L’instructeur parle aux élèves ; l’éducateur également, mais
il prend le temps de parler avec les élèves. L’« éducation civique » des enfants ne
doit pas constituer un enseignement à part, en quelque sorte marginal, mais
doit être au contraire au centre du projet pédagogique.
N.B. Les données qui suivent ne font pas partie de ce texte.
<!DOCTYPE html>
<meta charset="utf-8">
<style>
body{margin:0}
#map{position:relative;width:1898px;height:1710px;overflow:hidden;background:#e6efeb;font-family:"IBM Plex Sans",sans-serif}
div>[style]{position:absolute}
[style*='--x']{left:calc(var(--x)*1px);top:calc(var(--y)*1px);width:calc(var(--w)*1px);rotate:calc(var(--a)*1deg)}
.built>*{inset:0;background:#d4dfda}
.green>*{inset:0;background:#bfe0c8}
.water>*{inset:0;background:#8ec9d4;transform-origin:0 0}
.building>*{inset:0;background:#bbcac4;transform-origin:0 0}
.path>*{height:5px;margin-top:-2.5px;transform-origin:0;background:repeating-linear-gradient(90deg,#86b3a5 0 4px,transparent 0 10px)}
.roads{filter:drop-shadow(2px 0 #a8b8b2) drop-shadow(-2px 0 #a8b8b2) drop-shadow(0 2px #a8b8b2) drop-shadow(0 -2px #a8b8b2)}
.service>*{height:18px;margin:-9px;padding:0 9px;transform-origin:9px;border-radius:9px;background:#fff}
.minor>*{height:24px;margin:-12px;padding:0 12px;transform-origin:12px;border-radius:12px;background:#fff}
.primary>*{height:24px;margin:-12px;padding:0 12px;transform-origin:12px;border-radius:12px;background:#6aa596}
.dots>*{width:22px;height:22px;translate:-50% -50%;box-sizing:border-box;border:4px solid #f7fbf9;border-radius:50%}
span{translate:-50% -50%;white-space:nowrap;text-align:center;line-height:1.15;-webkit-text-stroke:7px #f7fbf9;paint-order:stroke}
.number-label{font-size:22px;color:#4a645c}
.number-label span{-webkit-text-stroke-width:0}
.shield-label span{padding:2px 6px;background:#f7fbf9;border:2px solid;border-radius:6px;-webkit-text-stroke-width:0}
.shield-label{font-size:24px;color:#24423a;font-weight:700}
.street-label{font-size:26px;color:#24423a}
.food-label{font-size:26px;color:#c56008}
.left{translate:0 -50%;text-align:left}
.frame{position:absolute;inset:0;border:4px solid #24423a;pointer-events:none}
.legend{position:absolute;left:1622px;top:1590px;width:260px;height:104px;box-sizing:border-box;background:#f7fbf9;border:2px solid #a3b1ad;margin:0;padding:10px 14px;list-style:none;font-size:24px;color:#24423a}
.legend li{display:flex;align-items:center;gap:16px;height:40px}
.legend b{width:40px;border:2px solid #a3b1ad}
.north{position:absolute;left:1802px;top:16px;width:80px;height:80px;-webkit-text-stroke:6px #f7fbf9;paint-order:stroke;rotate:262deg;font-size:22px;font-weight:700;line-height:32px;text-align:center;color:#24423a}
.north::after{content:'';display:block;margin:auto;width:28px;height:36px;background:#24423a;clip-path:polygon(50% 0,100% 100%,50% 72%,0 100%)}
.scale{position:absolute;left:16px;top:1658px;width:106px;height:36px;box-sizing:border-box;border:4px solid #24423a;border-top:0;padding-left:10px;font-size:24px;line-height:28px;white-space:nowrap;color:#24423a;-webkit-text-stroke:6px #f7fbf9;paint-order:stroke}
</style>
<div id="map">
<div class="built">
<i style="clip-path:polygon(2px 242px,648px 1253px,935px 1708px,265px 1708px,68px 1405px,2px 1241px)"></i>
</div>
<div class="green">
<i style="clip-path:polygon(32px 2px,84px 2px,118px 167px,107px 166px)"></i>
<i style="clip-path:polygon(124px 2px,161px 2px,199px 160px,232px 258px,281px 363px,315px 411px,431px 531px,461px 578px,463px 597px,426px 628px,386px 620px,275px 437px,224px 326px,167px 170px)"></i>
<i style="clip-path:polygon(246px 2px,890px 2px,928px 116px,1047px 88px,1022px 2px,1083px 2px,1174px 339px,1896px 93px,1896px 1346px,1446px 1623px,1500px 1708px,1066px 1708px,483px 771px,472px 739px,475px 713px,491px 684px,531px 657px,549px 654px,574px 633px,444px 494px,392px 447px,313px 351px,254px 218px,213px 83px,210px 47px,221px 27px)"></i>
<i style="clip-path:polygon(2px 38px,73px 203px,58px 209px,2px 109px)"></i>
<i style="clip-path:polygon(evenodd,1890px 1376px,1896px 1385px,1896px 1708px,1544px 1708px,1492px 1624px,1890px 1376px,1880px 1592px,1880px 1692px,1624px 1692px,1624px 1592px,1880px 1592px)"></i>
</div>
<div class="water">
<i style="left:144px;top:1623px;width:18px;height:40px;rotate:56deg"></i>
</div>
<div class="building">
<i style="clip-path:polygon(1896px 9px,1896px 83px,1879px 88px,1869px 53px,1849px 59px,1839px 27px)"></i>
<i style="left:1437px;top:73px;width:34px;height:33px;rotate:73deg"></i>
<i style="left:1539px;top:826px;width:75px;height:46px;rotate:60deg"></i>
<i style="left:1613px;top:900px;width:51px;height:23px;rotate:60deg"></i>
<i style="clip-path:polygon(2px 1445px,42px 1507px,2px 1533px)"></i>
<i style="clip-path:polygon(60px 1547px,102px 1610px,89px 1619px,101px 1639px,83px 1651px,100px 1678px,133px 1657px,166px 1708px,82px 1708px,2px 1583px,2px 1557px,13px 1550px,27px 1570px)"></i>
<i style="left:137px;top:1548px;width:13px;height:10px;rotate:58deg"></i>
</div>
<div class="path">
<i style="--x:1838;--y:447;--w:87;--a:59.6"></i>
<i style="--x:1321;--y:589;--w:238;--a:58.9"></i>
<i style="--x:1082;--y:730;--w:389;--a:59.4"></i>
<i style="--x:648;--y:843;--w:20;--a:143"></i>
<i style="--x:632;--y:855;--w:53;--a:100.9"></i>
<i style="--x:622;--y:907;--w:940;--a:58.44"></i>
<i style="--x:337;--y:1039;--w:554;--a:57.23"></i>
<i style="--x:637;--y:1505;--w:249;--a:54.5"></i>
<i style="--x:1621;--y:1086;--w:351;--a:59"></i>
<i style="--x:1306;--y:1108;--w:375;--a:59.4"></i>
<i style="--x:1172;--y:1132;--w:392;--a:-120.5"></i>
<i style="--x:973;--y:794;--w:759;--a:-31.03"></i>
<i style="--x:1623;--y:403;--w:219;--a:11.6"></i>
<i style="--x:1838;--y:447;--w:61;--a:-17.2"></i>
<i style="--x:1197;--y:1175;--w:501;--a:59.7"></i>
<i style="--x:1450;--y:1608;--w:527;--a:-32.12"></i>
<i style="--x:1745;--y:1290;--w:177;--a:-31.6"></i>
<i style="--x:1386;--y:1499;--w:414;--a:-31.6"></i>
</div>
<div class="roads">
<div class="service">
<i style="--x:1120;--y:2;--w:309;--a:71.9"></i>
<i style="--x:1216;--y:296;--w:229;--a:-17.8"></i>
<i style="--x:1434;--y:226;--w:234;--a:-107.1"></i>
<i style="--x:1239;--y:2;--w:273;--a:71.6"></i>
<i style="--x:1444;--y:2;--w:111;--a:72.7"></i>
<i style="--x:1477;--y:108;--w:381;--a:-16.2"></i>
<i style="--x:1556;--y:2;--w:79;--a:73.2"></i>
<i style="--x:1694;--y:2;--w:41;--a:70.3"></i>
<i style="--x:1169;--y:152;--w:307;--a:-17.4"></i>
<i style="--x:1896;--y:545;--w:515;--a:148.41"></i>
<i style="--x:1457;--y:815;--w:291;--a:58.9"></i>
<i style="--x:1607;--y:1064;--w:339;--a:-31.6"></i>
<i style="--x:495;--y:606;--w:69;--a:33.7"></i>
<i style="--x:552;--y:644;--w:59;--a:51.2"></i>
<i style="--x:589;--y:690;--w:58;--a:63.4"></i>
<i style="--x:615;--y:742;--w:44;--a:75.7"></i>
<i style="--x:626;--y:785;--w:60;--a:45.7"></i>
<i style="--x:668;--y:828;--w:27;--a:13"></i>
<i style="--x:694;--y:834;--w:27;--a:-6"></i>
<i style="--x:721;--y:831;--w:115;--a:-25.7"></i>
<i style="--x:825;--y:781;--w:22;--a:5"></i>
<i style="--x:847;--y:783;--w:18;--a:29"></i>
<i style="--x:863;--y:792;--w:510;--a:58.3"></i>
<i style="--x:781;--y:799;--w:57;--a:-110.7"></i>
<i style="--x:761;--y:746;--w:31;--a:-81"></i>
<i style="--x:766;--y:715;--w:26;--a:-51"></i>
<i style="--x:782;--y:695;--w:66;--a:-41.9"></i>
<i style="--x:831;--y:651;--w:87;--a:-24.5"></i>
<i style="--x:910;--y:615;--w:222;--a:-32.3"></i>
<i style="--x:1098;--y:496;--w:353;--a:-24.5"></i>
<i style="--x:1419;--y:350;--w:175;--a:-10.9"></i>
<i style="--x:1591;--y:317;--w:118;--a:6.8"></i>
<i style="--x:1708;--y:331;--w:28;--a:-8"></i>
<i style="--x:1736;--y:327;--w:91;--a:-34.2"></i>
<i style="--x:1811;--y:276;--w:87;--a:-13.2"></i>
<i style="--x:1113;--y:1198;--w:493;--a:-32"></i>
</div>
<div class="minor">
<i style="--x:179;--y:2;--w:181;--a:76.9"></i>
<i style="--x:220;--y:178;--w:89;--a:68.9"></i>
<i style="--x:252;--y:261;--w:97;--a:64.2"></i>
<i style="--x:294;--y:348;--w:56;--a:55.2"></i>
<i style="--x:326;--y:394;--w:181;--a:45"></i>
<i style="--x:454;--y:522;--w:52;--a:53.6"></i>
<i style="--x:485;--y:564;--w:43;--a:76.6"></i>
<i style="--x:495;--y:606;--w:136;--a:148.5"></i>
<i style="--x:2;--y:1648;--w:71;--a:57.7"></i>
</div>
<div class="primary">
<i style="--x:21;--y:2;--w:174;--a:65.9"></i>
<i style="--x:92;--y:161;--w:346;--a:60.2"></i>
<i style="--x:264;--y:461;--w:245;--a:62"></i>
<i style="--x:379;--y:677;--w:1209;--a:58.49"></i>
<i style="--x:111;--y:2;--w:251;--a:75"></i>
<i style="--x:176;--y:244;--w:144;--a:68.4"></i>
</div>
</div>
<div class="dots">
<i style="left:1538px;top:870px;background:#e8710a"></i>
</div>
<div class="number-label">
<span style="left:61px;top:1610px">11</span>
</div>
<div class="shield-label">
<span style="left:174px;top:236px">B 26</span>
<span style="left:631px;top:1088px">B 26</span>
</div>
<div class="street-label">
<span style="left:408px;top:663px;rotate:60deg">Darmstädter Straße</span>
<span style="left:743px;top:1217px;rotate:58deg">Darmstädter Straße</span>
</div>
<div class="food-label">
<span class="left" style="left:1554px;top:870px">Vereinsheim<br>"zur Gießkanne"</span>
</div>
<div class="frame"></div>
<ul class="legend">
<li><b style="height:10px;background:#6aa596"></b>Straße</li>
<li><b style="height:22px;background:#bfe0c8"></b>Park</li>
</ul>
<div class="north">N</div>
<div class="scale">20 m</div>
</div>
Elle doit s’efforcer
de favoriser l’autonomie plutôt que la soumission, l’esprit critique plutôt
que l’obéissance passive, la responsabilité plutôt que la discipline, la
coopération plutôt que la compétition, la solidarité plutôt que la rivalité.
Il s’agit bien, en définitive, d’éduquer les enfants à la non-violence ;
mais, pour cela, la première condition est que l’éducation s’inspire
elle-même des principes, des règles et des méthodes de la non-violence :
l’éducation à la non-violence commence par la non-violence de l’éducation.
Il importe d’abord que les adultes respectent l’univers de l’enfant, ne
viennent pas l’envahir et l’occuper en imposant leurs lois et leurs idéologies
de bois. Le petit d’homme n’est pas un petit homme, mais un homme en
devenir. C’est essentiellement ce « devenir » que l’adulte doit
respecter. Une éducation non-violente n’implique pas l’effacement de toute
autorité de l’adulte. Pour structurer sa personnalité, l’enfant a besoin
de se heurter à cette autorité ; et il est dans la nature même de
l’autorité du bon pédagogue de s’exercer par la non-violence. Éduquer (du verbe latin educare, élever),
c’est essentiellement élever le petit d’homme vers la liberté. Il faut
reconnaître que la difficulté est immense. Voilà le grand paradoxe de l’éducation :
éduquer à la liberté le petit d’homme en le mettant non seulement sous
influence, mais sous contrainte. Car l’éducation est contrainte. Et la liberté
s’acquiert, non point certes en subissant la contrainte, mais en la
surmontant. Mais il ne suffit pas de suggérer que toute contrainte n’est pas
violence ; il faut affirmer qu’il n’y a de contrainte éducative que
non-violente. Initier les enfants à la citoyenneté, c’est leur
apprendre le bon usage de la loi en leur faisant comprendre que l’obéissance
demandée aux citoyens n’est pas la soumission passive et inconditionnelle à
l’ordre d’un supérieur hiérarchique, mais l’adhésion réfléchie et
consentie à une règle dont ils reconnaissent eux-mêmes le bien-fondé.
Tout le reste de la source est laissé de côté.